Once the cake reaches room temperature, I carefully removed it from pan, set it on a serving plate, and  prepare the lemon glaze for the top by quickly whisking together 3/4 cup of powdered sugar and 3 tablespoons of lemon juice.  This makes a very tart and sweet glaze that really tickles your tongue.  I drizzle the glaze all over the top of the cake, and then I let it cool and harden in the refrigerator.  (It's really good chilled!)  The cake should chill for at least and hour before serving, but such cakes will last for days, if refrigerated.

Moist and flavorful, this cake was surprisingly delicious inasmuch as it was made without the benefit of eggs, butter, or cream.

Actually, on second thought, what is particularly sad about this vegan lemon cake is that I discovered it the day after my mother's birthday celebration.  While my mother is not a vegan, she does not eat eggs and she avoids like the plague all butter, butter substitutes, butter flavored products, and any products that look like they might have been near any other products with butter in them, so this would have been an absolutely perfect birthday cake for my mother!  Next year, Mama Bear.

Thursday, September 5, 2013

"Burnt" Smoky Eggplant Served over Arugula

Ubiquitous in Middle Eastern cuisine, the eggplant is a versatile and delicious vegetable, whether baked, broiled, grilled, roasted, or fried.   And my favorite method of cooking eggplant by far -- that is, burning it -- elevates the eggplant's flavor and rich texture decidedly.  I hope you will agree that this very basic interpretation of eggplant salad featuring the smoky aroma and taste of charred eggplant intermingled with the sharp, pungent flavors of garlic, mint, parsley and lemon, all served on a bed of spicy arugula, to be a truly memorable and flavorful eggplant salad presentation.  It represents the essence of what eggplant can be at its simplest and best!  

I start off with four Italian eggplants. Italian eggplants have a slender figure and sturdy skin, just perfect for burning.

I place all of the eggplants directly on the stove top burners with the gas set at medium low, and I allow the eggplants to roast slowly, turning often and in various directions.  Soon the kitchen is filled with the delicious aroma of charred eggplant.
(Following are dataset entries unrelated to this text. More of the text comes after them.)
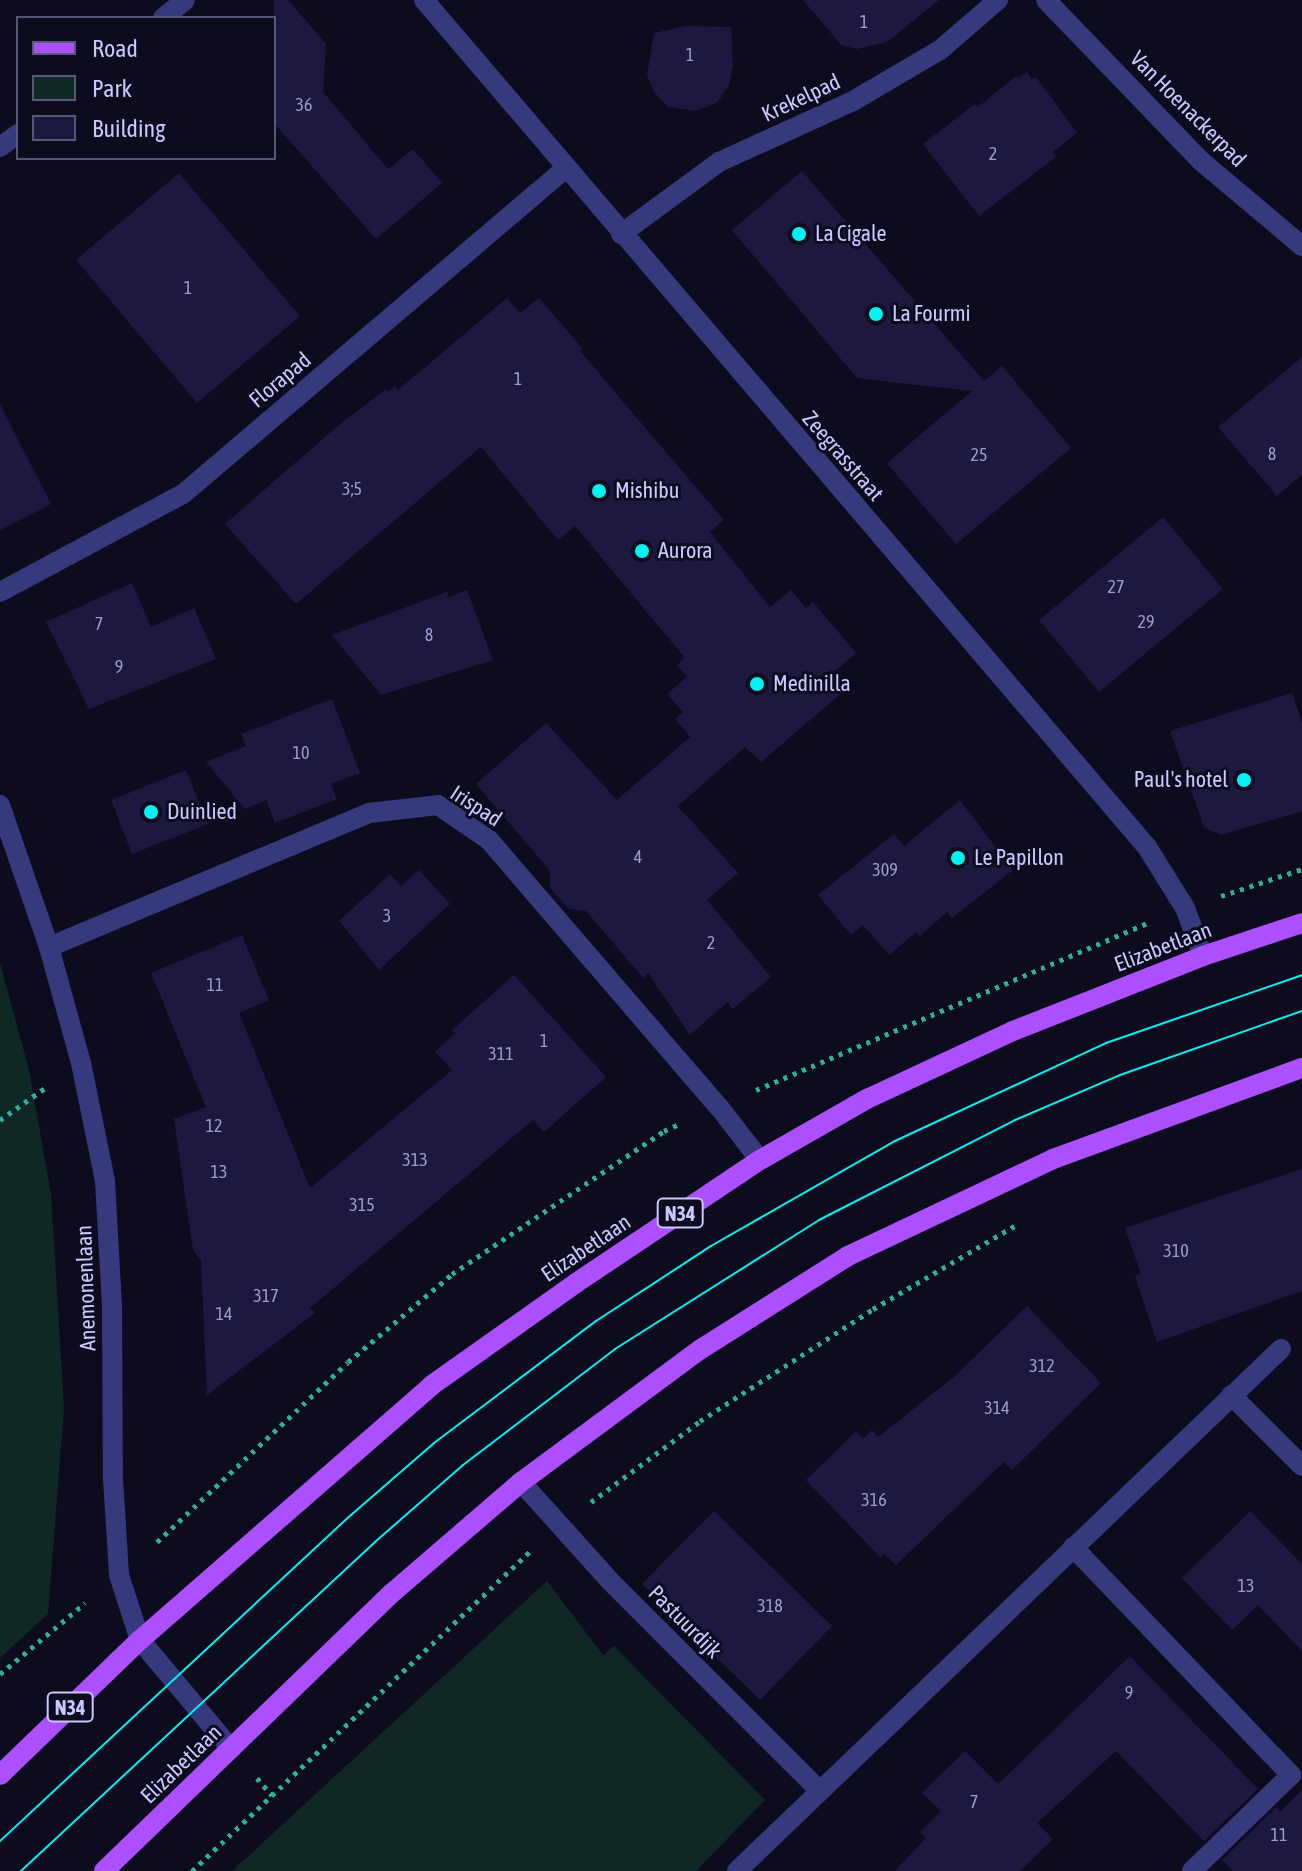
<!DOCTYPE html>
<html>
<head>
<meta charset="utf-8">
<style>
  body { margin:0 }
  #map { position:relative; width:1302px; height:1871px; overflow:hidden; background:#0d0c1e; font-family:"Asap Condensed",sans-serif }
  div>[style] { position:absolute }
  [style*='--x'] { left:calc(var(--x)*1px); top:calc(var(--y)*1px); width:calc(var(--w)*1px); rotate:calc(var(--a)*1deg) }
  .green>* { inset:0; background:#0f2824 }
  .building>* { inset:0; background:#1c183f }
  .path>* { height:5px; margin-top:-2.5px; transform-origin:0; background:repeating-linear-gradient(90deg,#2caf9b 0 4px,transparent 0 10px) }
  .service>* { height:20px; margin:-10px; padding:0 10px; transform-origin:10px; border-radius:10px; background:#363a7d }
  .minor>* { height:20px; margin:-10px; padding:0 10px; transform-origin:10px; border-radius:10px; background:#363a7d }
  .primary>* { height:20px; margin:-10px; padding:0 10px; transform-origin:10px; border-radius:10px; background:#ac4fff }
  .tram>* { height:2px; margin:-1px; padding:0 1px; transform-origin:1px; border-radius:1px; background:#00f2f3 }
  .dots>* { width:22px; height:22px; translate:-50% -50%; box-sizing:border-box; border:4px solid #0d0c1e; border-radius:50% }
  span { translate:-50% -50%; white-space:nowrap; text-align:center; line-height:1.15; -webkit-text-stroke:6px #0d0c1e; paint-order:stroke }
  .number-label { font-size:18px; color:#9e9ccf }
  .number-label span { -webkit-text-stroke-width:0 }
  .shield-label span { padding:2px 6px; background:#0d0c1e; border:2px solid; border-radius:6px; -webkit-text-stroke-width:0 }
  .shield-label { font-size:20px; color:#c9c8ff; font-weight:700 }
  .street-label { font-size:22px; color:#c9c8ff }
  .poi-label { font-size:22px; color:#c9c8ff }
  .left { translate:0 -50%; text-align:left }
  .right { translate:-100% -50%; text-align:right }
  .legend { position:absolute; left:16px; top:16px; width:260px; height:144px; box-sizing:border-box; background:#0d0c1e; border:2px solid #585778; margin:0; padding:10px 14px; list-style:none; font-size:24px; color:#c9c8ff }
  .legend li { display:flex; align-items:center; gap:16px; height:40px }
  .legend b { width:40px; border:2px solid #585778 }
</style>
</head>
<body>
<div id="map">
  <div class="green">
    <i style="clip-path:polygon(0 963px,29px 1070px,51px 1194px,64px 1408px,48px 1614px,0 1658px)"></i>
    <i style="clip-path:polygon(547px 1581px,603px 1655px,614px 1646px,765px 1800px,696px 1871px,232px 1871px)"></i>
  </div>
  <div class="building">
    <i style="clip-path:polygon(274px 0,288px 0,326px 44px,323px 92px,388px 169px,413px 149px,442px 183px,376px 239px,274px 123px)"></i>
    <i style="clip-path:polygon(803px 0,939px 0,887px 42px,857px 49px,841px 45px)"></i>
    <i style="clip-path:polygon(686px 26px,731px 27px,733px 66px,729px 85px,718px 102px,696px 111px,668px 107px,654px 92px,647px 75px,654px 33px)"></i>
    <i style="clip-path:polygon(1027px 72px,1032px 79px,1036px 77px,1077px 133px,1053px 152px,1056px 157px,979px 216px,923px 144px,975px 104px,978px 107px,1016px 76px,1018px 78px)"></i>
    <i style="clip-path:polygon(802px 171px,984px 381px,1002px 366px,1071px 448px,956px 544px,887px 463px,972px 391px,857px 378px,732px 230px)"></i>
    <i style="clip-path:polygon(179px 173px,300px 316px,197px 403px,76px 260px)"></i>
    <i style="clip-path:polygon(507px 298px,520px 313px,539px 298px,583px 349px,580px 351px,724px 520px,710px 532px,770px 607px,791px 590px,806px 608px,813px 602px,856px 653px,829px 676px,843px 692px,761px 762px,745px 747px,678px 806px,738px 873px,707px 900px,771px 977px,733px 1009px,728px 1002px,690px 1035px,648px 973px,643px 978px,586px 911px,569px 909px,550px 888px,550px 871px,476px 784px,546px 723px,617px 800px,690px 737px,675px 719px,683px 712px,667px 694px,687px 677px,677px 665px,685px 658px,575px 526px,558px 540px,481px 447px,296px 604px,225px 524px,334px 429px,386px 389px,388px 392px,395px 386px,398px 390px)"></i>
    <i style="clip-path:polygon(1302px 357px,1302px 475px,1277px 496px,1218px 427px)"></i>
    <i style="clip-path:polygon(0 404px,51px 504px,0 530px)"></i>
    <i style="clip-path:polygon(1163px 517px,1223px 589px,1099px 692px,1039px 620px)"></i>
    <i style="clip-path:polygon(132px 583px,151px 627px,194px 608px,216px 659px,89px 709px,46px 622px)"></i>
    <i style="clip-path:polygon(467px 590px,493px 660px,381px 695px,332px 635px,447px 592px,448px 597px)"></i>
    <i style="clip-path:polygon(1292px 693px,1302px 723px,1302px 811px,1221px 835px,1204px 827px,1170px 731px)"></i>
    <i style="clip-path:polygon(332px 699px,360px 773px,331px 784px,337px 799px,275px 823px,266px 800px,245px 809px,206px 762px,246px 746px,241px 734px)"></i>
    <i style="clip-path:polygon(186px 770px,208px 824px,132px 854px,111px 800px)"></i>
    <i style="clip-path:polygon(960px 800px,1013px 870px,952px 918px,947px 912px,920px 936px,916px 932px,889px 955px,863px 925px,851px 935px,818px 895px,894px 834px,904px 846px)"></i>
    <i style="clip-path:polygon(419px 870px,450px 904px,379px 970px,339px 921px,390px 874px,401px 886px)"></i>
    <i style="clip-path:polygon(242px 935px,269px 1000px,239px 1013px,310px 1188px,452px 1070px,435px 1052px,455px 1033px,452px 1030px,514px 975px,606px 1077px,544px 1132px,533px 1120px,310px 1308px,315px 1313px,207px 1395px,201px 1261px,193px 1250px,174px 1119px,206px 1107px,151px 973px)"></i>
    <i style="clip-path:polygon(1302px 1169px,1302px 1291px,1157px 1342px,1135px 1276px,1141px 1274px,1125px 1228px)"></i>
    <i style="clip-path:polygon(1027px 1306px,1101px 1383px,1012px 1470px,1004px 1462px,896px 1565px,884px 1554px,880px 1557px,806px 1480px,856px 1431px,863px 1439px,872px 1430px,878px 1437px,955px 1376px)"></i>
    <i style="clip-path:polygon(714px 1511px,832px 1626px,760px 1700px,642px 1584px)"></i>
    <i style="clip-path:polygon(1250px 1511px,1302px 1564px,1302px 1651px,1258px 1605px,1232px 1630px,1182px 1578px)"></i>
    <i style="clip-path:polygon(1130px 1656px,1258px 1789px,1204px 1841px,1116px 1751px,1037px 1823px,1053px 1839px,1020px 1871px,895px 1871px,926px 1838px,920px 1832px,941px 1811px,922px 1793px,965px 1751px,998px 1784px)"></i>
    <i style="clip-path:polygon(1302px 1790px,1302px 1871px,1233px 1871px,1222px 1860px,1276px 1807px,1280px 1812px)"></i>
  </div>
  <div class="path">
    <i style="--x:1221;--y:896;--w:85;--a:-18.4"></i>
    <i style="--x:756;--y:1090;--w:426;--a:-23.1"></i>
    <i style="--x:0;--y:1120;--w:55;--a:-35.4"></i>
    <i style="--x:591;--y:1502;--w:136;--a:-36.6"></i>
    <i style="--x:700;--y:1421;--w:206;--a:-32.9"></i>
    <i style="--x:873;--y:1309;--w:168;--a:-30.4"></i>
    <i style="--x:157;--y:1542;--w:262;--a:-43.3"></i>
    <i style="--x:348;--y:1362;--w:136;--a:-40.2"></i>
    <i style="--x:452;--y:1274;--w:256;--a:-34"></i>
    <i style="--x:664;--y:1131;--w:19;--a:-25"></i>
    <i style="--x:0;--y:1674;--w:111;--a:-39.9"></i>
    <i style="--x:257;--y:1778;--w:23;--a:49"></i>
    <i style="--x:192;--y:1871;--w:465;--a:-43.4"></i>
  </div>
  <div class="service">
    <i style="--x:1192;--y:1871;--w:138;--a:-44.1"></i>
    <i style="--x:1291;--y:1775;--w:26;--a:-133"></i>
  </div>
  <div class="minor">
    <i style="--x:424;--y:0;--w:1114;--a:49.52"></i>
    <i style="--x:1147;--y:847;--w:72;--a:58.1"></i>
    <i style="--x:1185;--y:908;--w:51;--a:69.4"></i>
    <i style="--x:1046;--y:0;--w:223;--a:46.1"></i>
    <i style="--x:1201;--y:161;--w:132;--a:40.1"></i>
    <i style="--x:163;--y:18;--w:28;--a:-39"></i>
    <i style="--x:0;--y:147;--w:22;--a:-36"></i>
    <i style="--x:621;--y:234;--w:122;--a:-36.3"></i>
    <i style="--x:719;--y:162;--w:147;--a:-24.5"></i>
    <i style="--x:853;--y:101;--w:101;--a:-30.4"></i>
    <i style="--x:940;--y:50;--w:77;--a:-40.8"></i>
    <i style="--x:0;--y:592;--w:208;--a:-28.2"></i>
    <i style="--x:183;--y:494;--w:503;--a:-40.4"></i>
    <i style="--x:0;--y:805;--w:150;--a:71"></i>
    <i style="--x:49;--y:947;--w:120;--a:74.6"></i>
    <i style="--x:81;--y:1063;--w:120;--a:78.5"></i>
    <i style="--x:105;--y:1181;--w:125;--a:86.8"></i>
    <i style="--x:112;--y:1306;--w:173;--a:89.7"></i>
    <i style="--x:113;--y:1479;--w:96;--a:86.4"></i>
    <i style="--x:119;--y:1575;--w:68;--a:72.1"></i>
    <i style="--x:140;--y:1640;--w:142;--a:50.1"></i>
    <i style="--x:49;--y:947;--w:347;--a:-22.7"></i>
    <i style="--x:369;--y:813;--w:69;--a:-6.6"></i>
    <i style="--x:438;--y:805;--w:62;--a:34.5"></i>
    <i style="--x:489;--y:840;--w:352;--a:49.3"></i>
    <i style="--x:719;--y:1107;--w:67;--a:52.3"></i>
    <i style="--x:1231;--y:1395;--w:100;--a:45"></i>
    <i style="--x:521;--y:1482;--w:133;--a:48"></i>
    <i style="--x:610;--y:1581;--w:296;--a:45"></i>
    <i style="--x:1073;--y:1547;--w:289;--a:46.3"></i>
    <i style="--x:737;--y:1871;--w:754;--a:-43.82"></i>
  </div>
  <div class="primary">
    <i style="--x:0;--y:1775;--w:194;--a:-44"></i>
    <i style="--x:140;--y:1640;--w:388;--a:-41.1"></i>
    <i style="--x:432;--y:1385;--w:176;--a:-35.3"></i>
    <i style="--x:576;--y:1283;--w:221;--a:-33.8"></i>
    <i style="--x:760;--y:1160;--w:123;--a:-29.7"></i>
    <i style="--x:867;--y:1099;--w:161;--a:-25"></i>
    <i style="--x:1013;--y:1031;--w:204;--a:-21.5"></i>
    <i style="--x:1203;--y:956;--w:104;--a:-18.4"></i>
    <i style="--x:104;--y:1871;--w:400;--a:-44"></i>
    <i style="--x:392;--y:1593;--w:170;--a:-40.7"></i>
    <i style="--x:521;--y:1482;--w:224;--a:-36.5"></i>
    <i style="--x:701;--y:1349;--w:174;--a:-32.3"></i>
    <i style="--x:848;--y:1256;--w:227;--a:-25.3"></i>
    <i style="--x:1053;--y:1159;--w:265;--a:-20.1"></i>
  </div>
  <div class="tram">
    <i style="--x:0;--y:1841;--w:479;--a:-42.9"></i>
    <i style="--x:351;--y:1515;--w:110;--a:-40.9"></i>
    <i style="--x:434;--y:1443;--w:203;--a:-37"></i>
    <i style="--x:596;--y:1321;--w:137;--a:-33.1"></i>
    <i style="--x:711;--y:1246;--w:212;--a:-29.7"></i>
    <i style="--x:895;--y:1141;--w:233;--a:-24.9"></i>
    <i style="--x:1106;--y:1043;--w:207;--a:-19.1"></i>
    <i style="--x:21;--y:1871;--w:483;--a:-42.9"></i>
    <i style="--x:375;--y:1542;--w:117;--a:-41.2"></i>
    <i style="--x:463;--y:1465;--w:191;--a:-37.3"></i>
    <i style="--x:615;--y:1349;--w:241;--a:-32.3"></i>
    <i style="--x:819;--y:1220;--w:220;--a:-27"></i>
    <i style="--x:1015;--y:1120;--w:114;--a:-23.2"></i>
    <i style="--x:1120;--y:1075;--w:193;--a:-19.4"></i>
  </div>
  <div class="dots">
    <i style="left:799px;top:234px;background:#00f2f3"></i>
    <i style="left:876px;top:314px;background:#00f2f3"></i>
    <i style="left:599px;top:491px;background:#00f2f3"></i>
    <i style="left:642px;top:551px;background:#00f2f3"></i>
    <i style="left:757px;top:684px;background:#00f2f3"></i>
    <i style="left:1244px;top:780px;background:#00f2f3"></i>
    <i style="left:151px;top:812px;background:#00f2f3"></i>
    <i style="left:958px;top:858px;background:#00f2f3"></i>
  </div>
  <div class="number-label">
    <span style="left:864px;top:22px">1</span>
    <span style="left:690px;top:55px">1</span>
    <span style="left:304px;top:105px">36</span>
    <span style="left:993px;top:154px">2</span>
    <span style="left:188px;top:288px">1</span>
    <span style="left:518px;top:379px">1</span>
    <span style="left:1272px;top:454px">8</span>
    <span style="left:979px;top:455px">25</span>
    <span style="left:352px;top:489px">3;5</span>
    <span style="left:1116px;top:587px">27</span>
    <span style="left:1146px;top:622px">29</span>
    <span style="left:99px;top:624px">7</span>
    <span style="left:429px;top:635px">8</span>
    <span style="left:119px;top:667px">9</span>
    <span style="left:301px;top:753px">10</span>
    <span style="left:638px;top:857px">4</span>
    <span style="left:885px;top:870px">309</span>
    <span style="left:387px;top:916px">3</span>
    <span style="left:711px;top:943px">2</span>
    <span style="left:215px;top:985px">11</span>
    <span style="left:544px;top:1041px">1</span>
    <span style="left:501px;top:1054px">311</span>
    <span style="left:214px;top:1126px">12</span>
    <span style="left:415px;top:1160px">313</span>
    <span style="left:219px;top:1172px">13</span>
    <span style="left:362px;top:1205px">315</span>
    <span style="left:1176px;top:1251px">310</span>
    <span style="left:266px;top:1296px">317</span>
    <span style="left:224px;top:1314px">14</span>
    <span style="left:1042px;top:1366px">312</span>
    <span style="left:997px;top:1408px">314</span>
    <span style="left:874px;top:1500px">316</span>
    <span style="left:1246px;top:1586px">13</span>
    <span style="left:770px;top:1606px">318</span>
    <span style="left:1129px;top:1693px">9</span>
    <span style="left:974px;top:1802px">7</span>
    <span style="left:1279px;top:1835px">11</span>
  </div>
  <div class="shield-label">
    <span style="left:680px;top:1213px">N34</span>
    <span style="left:70px;top:1707px">N34</span>
  </div>
  <div class="street-label">
    <span style="left:801px;top:98px;rotate:-25deg">Krekelpad</span>
    <span style="left:1188px;top:109px;rotate:45deg">Van Hoenackerpad</span>
    <span style="left:280px;top:380px;rotate:-40deg">Florapad</span>
    <span style="left:843px;top:456px;rotate:49deg">Zeegrasstraat</span>
    <span style="left:476px;top:806px;rotate:33deg">Irispad</span>
    <span style="left:1163px;top:947px;rotate:-21deg">Elizabetlaan</span>
    <span style="left:586px;top:1248px;rotate:-34deg">Elizabetlaan</span>
    <span style="left:86px;top:1288px;rotate:-92deg">Anemonenlaan</span>
    <span style="left:685px;top:1622px;rotate:45deg">Pastuurdijk</span>
    <span style="left:181px;top:1764px;rotate:-44deg">Elizabetlaan</span>
  </div>
  <div class="poi-label">
    <span class="left" style="left:815px;top:234px">La Cigale</span>
    <span class="left" style="left:892px;top:314px">La Fourmi</span>
    <span class="left" style="left:615px;top:491px">Mishibu</span>
    <span class="left" style="left:658px;top:551px">Aurora</span>
    <span class="left" style="left:773px;top:684px">Medinilla</span>
    <span class="right" style="left:1228px;top:780px">Paul's hotel</span>
    <span class="left" style="left:167px;top:812px">Duinlied</span>
    <span class="left" style="left:974px;top:858px">Le Papillon</span>
  </div>
  <ul class="legend">
  <li><b style="height:10px;background:#ac4fff"></b>Road</li>
  <li><b style="height:22px;background:#0f2824"></b>Park</li>
  <li><b style="height:22px;background:#1c183f"></b>Building</li>
  </ul>
</div>
</body>
</html>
The eggplants are done when their outer skin is completely burnt and flaky, and the entire eggplant is very soft to touch, from top to bottom.  This will take anywhere from 15 to 30 minutes, depending on the size of the eggplants.  The finished eggplants should look like this.

Once the charred eggplant is cool, I carefully remove the skin and place the strips and chunks of eggplant pulp into a colander or strainer, and let it drain for at least an hour or more.  This step is often skipped, but ridding the eggplant pulp of extra water provides that rich velvety texture that makes eggplant salad so wonderful.

In the meantime, I assemble the remaining ingredients, including a lemon, a handful each of fresh mint and Italian flat leaf parsley, two scallions, 2 large cloves of garlic, a teaspoon of ground sumac, extra good olive oil, salt and pepper, and 3-4 cups of fresh arugula.  Sumac, with its tart, lemony flavor and deep reddish-purple color, really compliments the smoky eggplant, and can be found in any store that carries a Middle Eastern products and/or a wide-variety of spices.

Next, I place the strained eggplant on a cutting board and chop it all up like so.  Then I mince the garlic and fold that in, along with 2 tablespoons of fresh lemon juice, 2 tablespoons of very good olive oil,1 teaspoon of dried sumac, and salt and pepper to taste.

I adjust the seasonings, and when the flavor tastes just right, I fold in the finely chopped scallion, mint, and parsley, along with about a tablespoon of fresh lemon zest and a drizzle of olive oil on top, and I serve it over fresh, spicy arugula.

This eggplant recipe is equally delicious served as an appetizer or meze, accompanied by thin slices of crusty bread or toasted pita triangles for dipping.  What I love most about it is the way the smoky eggplant contrasts so beautifully with the fresh mint in this dish.